23 La question suivante, selon le juge Bauman, consistait à se demander si les indemnités versées par la SAAQ étaient déductibles par application de l’art. 25, compte tenu de la conclusion tirée dans l’affaire Gurniak no 1 selon laquelle les indemnités de la SAAQ sont similaires aux prestations de décès prévues à la partie 6 de l’Insurance Act. La réponse à cette question dépendait de celle de savoir s’il était juste de qualifier de paiements indemnitaires les indemnités versées par la SAAQ, eu égard à l’analyse énoncée dans Buksh. Le juge Bauman a estimé que, vu sa conclusion que les indemnités versées par la SAAQ étaient « similaires », au sens du par. 25(1) de l’Insurance (Motor Vehicle) Act, aux indemnités de décès prévues à la partie 6 de celle-là, il ne lui était pas loisible de conclure que les premières constituaient des paiements indemnitaires.
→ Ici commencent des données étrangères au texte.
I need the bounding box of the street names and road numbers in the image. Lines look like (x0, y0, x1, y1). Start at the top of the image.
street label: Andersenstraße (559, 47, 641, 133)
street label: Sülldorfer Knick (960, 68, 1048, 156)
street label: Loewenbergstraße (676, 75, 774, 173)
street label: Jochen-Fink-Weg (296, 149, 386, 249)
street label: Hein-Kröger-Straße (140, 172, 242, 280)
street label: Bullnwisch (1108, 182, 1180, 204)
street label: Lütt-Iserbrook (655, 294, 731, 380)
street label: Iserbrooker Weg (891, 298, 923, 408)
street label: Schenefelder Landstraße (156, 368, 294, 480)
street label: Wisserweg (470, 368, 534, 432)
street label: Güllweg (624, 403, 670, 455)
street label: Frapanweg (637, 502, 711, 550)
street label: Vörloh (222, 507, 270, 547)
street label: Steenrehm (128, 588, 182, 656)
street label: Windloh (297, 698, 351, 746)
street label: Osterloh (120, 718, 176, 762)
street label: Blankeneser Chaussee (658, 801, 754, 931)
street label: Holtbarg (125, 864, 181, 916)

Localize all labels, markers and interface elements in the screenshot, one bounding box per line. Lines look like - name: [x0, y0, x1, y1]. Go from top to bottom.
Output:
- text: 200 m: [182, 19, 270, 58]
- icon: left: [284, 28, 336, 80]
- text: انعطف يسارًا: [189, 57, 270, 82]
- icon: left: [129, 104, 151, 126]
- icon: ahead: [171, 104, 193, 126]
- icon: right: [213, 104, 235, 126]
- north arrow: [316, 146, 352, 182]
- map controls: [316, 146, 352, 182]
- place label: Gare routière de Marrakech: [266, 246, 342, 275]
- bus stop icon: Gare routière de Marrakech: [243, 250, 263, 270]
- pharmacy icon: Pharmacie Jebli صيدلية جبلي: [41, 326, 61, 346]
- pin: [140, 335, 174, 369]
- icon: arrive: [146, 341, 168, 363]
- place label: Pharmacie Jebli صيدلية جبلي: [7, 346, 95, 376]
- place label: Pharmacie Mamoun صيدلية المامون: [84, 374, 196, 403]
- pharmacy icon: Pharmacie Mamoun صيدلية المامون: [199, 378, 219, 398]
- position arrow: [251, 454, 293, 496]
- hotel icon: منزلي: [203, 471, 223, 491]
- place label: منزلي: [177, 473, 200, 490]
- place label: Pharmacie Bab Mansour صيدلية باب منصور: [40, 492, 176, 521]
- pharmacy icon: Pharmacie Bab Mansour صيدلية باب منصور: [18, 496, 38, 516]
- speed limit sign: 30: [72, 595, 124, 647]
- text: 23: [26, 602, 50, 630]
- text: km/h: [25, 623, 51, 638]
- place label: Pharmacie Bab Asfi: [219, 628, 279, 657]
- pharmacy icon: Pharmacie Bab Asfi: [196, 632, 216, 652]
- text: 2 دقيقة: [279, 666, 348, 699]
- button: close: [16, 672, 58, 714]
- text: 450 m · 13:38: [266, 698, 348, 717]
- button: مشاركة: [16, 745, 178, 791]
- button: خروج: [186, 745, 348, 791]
Il a exprimé l’opinion que des indemnités ne pouvaient pas être « similaires », au sens du par. 25(1), aux prestations de la partie 6 et en même temps différer de celles-ci en tant que paiements « indemnitaires » ou « non indemnitaires ».

24 Le juge Bauman s’est également demandé si, indépendamment du résultat dicté par l’arrêt Buksh et sa propre conclusion dans l’affaire Gurniak no 1, les indemnités de la SAAQ tenaient de la nature d’un contrat d’indemnisation. Après avoir étudié la preuve par affidavit émanant de deux avocats du Québec, le juge Bauman a conclu que les versements faits en vertu du régime de la SAAQ ne constituaient pas des paiements indemnitaires, puisqu’ils étaient exigibles dès qu’un événement précis était prouvé, que la personne présentant la demande ait ou non subi une perte pécuniaire. Le juge a indiqué que, [traduction] « [b]ien que le montant de l’indemnité varie en fonction du revenu et de l’âge de la victime [. . .], la somme versée ne devient pas de ce seul fait un paiement indemnitaire » (par. 43). L’élément essentiel d’un paiement indemnitaire était manifestement absent, à savoir la nécessité pour le survivant d’apporter la preuve d’une perte concrète.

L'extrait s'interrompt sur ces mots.